Someone posted the address of the USDA/APHIS office in Ft Collins. That is the address for the Animal Care branch . Animal Care does not handle import /export of horses. You need to contact USDA/APHIS/Veterinary Services. They would inspect quarantine farms and the approval of international health certificates.

If the horses shipped from Texas then a good place to start is to contact USDA/APHIS/Veterinary Services office in Austin , Texas.

USDA APHIS Veterinary Services

903 San Jacinto

Austin, Texas 78701

512-383-2400

512-383-2411 ( Export )

Elizabeth Pannill, DVM


----------



## Make A Wish Miniatures (Dec 11, 2011)

It has been quite a few years,but When I had three mares quarantined at EZ to spot before they went to Norway,i visited the mares to check on them . All the horses were well fed and in clean stalls with clean water. You should not have to check on your horses in Quarantine facilities, but maybe it is not a bad idea. I know it is not always possible but maybe if facilities had some spot checks by the horse owners they would clean up their act.


----------



## Joanne (Dec 11, 2011)

Thank you Elizabeth for posting this. I have spent the last half hour trying to find this information to post it. Yea!!!

Is there an email available for them?


----------



## Belinda (Dec 11, 2011)

Please PM me the name of the facility as I have a couple that are getting ready for shipment.


----------



## Elizabeth Pannill (Dec 11, 2011)

email address for Veterinary Services in Texas

[email protected]

email address for the Export office is

[email protected]

Elizabeth Pannill DVM


----------



## StarRidgeAcres (Dec 11, 2011)

Is the facility in question also known to have miniatures of their own that they sell?


----------



## valshingle (Dec 11, 2011)

There are at least two quarantine facilities in TX that breed miniatures that they sell. One of them, Oasis, I have had a very good experience with and have seen their facilities personally. Oasis' facilities are immaculate.


----------



## HGFarm (Dec 11, 2011)

Can someone please PM me with who this is? I, and others, would like to know so we don't use them.


----------



## Maple Hollow Farm (Dec 11, 2011)

I would also like pm'd who this is as we have had a few international inquiries and want to know where not to let our horses go!!!


----------



## Barbie (Dec 12, 2011)

What an awful thing. Sounds like there should certainly be more inspections on quarantine facilities.

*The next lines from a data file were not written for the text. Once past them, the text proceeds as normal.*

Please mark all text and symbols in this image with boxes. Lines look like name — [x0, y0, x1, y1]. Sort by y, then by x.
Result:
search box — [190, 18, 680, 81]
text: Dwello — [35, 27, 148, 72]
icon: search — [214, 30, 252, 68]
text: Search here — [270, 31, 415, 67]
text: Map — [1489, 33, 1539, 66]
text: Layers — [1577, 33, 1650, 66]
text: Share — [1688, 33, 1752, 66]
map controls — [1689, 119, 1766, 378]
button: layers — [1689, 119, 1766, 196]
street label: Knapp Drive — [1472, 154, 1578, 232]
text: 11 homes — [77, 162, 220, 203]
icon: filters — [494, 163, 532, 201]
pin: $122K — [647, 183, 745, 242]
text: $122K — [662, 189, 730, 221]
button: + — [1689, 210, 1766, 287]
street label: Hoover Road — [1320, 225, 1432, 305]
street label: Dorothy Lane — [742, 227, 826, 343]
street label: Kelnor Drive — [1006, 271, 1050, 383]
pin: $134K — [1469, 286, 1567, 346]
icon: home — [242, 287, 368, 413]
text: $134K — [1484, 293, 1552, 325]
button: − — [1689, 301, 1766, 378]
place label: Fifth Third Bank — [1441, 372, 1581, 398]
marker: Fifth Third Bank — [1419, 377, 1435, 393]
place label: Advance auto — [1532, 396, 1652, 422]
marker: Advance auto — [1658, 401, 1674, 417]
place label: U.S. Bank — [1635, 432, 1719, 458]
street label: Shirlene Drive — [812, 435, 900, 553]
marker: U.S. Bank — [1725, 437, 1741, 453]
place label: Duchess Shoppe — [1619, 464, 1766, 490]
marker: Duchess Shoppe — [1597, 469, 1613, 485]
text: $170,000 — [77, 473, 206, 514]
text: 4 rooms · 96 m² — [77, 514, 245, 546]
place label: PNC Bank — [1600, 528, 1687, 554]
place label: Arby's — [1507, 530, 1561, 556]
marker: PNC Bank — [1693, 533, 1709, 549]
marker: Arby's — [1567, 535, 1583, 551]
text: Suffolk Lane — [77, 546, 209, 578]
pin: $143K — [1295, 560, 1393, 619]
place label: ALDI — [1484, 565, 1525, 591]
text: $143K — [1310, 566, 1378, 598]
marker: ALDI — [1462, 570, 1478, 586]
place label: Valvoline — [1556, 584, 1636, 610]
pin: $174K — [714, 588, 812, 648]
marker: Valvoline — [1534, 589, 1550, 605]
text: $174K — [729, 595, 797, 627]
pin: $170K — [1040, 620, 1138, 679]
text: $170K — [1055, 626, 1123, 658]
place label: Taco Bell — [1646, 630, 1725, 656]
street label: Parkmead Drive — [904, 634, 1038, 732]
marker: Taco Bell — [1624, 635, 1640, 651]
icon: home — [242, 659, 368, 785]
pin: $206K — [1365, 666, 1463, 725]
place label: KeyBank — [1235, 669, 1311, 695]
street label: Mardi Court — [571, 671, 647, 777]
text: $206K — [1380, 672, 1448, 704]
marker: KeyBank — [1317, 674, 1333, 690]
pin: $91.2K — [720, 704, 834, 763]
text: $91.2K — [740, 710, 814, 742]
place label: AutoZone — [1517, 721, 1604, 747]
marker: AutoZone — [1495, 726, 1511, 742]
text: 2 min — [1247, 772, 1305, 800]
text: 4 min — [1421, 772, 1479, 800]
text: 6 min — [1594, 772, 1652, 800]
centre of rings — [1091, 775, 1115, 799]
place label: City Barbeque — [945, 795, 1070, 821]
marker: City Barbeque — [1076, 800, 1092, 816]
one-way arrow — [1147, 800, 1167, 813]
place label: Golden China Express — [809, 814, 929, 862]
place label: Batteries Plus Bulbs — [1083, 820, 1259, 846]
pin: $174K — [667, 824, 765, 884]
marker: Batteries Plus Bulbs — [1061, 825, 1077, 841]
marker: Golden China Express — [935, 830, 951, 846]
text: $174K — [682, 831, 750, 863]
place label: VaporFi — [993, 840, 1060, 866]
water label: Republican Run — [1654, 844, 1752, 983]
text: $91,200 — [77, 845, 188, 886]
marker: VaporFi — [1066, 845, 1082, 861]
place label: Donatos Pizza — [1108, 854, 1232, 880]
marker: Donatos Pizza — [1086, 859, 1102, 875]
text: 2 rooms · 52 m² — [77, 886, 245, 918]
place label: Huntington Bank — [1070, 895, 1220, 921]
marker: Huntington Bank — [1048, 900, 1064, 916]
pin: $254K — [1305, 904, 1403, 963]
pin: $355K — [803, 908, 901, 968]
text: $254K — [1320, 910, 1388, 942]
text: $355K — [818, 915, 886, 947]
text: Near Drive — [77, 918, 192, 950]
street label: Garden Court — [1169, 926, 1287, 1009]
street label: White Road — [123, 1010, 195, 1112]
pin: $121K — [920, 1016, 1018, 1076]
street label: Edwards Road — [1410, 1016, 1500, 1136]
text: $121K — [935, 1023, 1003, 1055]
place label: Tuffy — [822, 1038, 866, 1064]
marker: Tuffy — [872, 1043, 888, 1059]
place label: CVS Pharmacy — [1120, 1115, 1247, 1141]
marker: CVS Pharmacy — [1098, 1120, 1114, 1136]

Would someone please PM me the name of the quarantine facility. I've only sold one horse overseas, but never know when another might go.

Thanks,

Barbie


----------



## Farina (Dec 12, 2011)

Could please PM me someone with the name of the bad person?

If the horses are shipped with Oasis, did they arrive in great condition or are they exhausted because of the flight? We are seriously thinking of importing a mare I felt in love with 6 months ago but I wouldn't ike to let her suffer just because of importing her...


----------



## highlandhorses (Dec 12, 2011)

As an overseas buyer I know who nervous one can get over quarantine. You search a long time for that horses. Once you have found and you come to an agreement with the breeder you are already madly in love with that tiny horses you mostly have never seen in real. It comes all down to trust. And the one person you should trust the most is your quarantine station. We always use the station of Marion Maschke, Oasis. And i have to say, yes there are very good quarantine stations. Mrs Maschke always took very good care of our horses. With her German precision she does exactly what you want, providing a good and save house for a month. Preparing the horses for a long travel. Our horses were never exhousted. The come out relaxed because they are well taken care of and in comfortable crates. It's is a good thing that we trust her so much with our horses that if she would ever advise me to not make a particular horse fligh i would imidiatly go with her advise. To be honest, if we had to buy a horses and it good not go to a quarantine like marion's the purchase would be off. We like to have a lot of pictures from the horses when they are in quarantine. And it is always great when we receive them. Maybe it wood be good to mention the name of realy bad stations, that way they will put them selves out of busines.


----------



## shelia (Dec 12, 2011)

Could someone pm me with the name of the company. I thought I had it narrowed down, but now I am not sure. I have lots of mini friends who do not read these forums and would need this info.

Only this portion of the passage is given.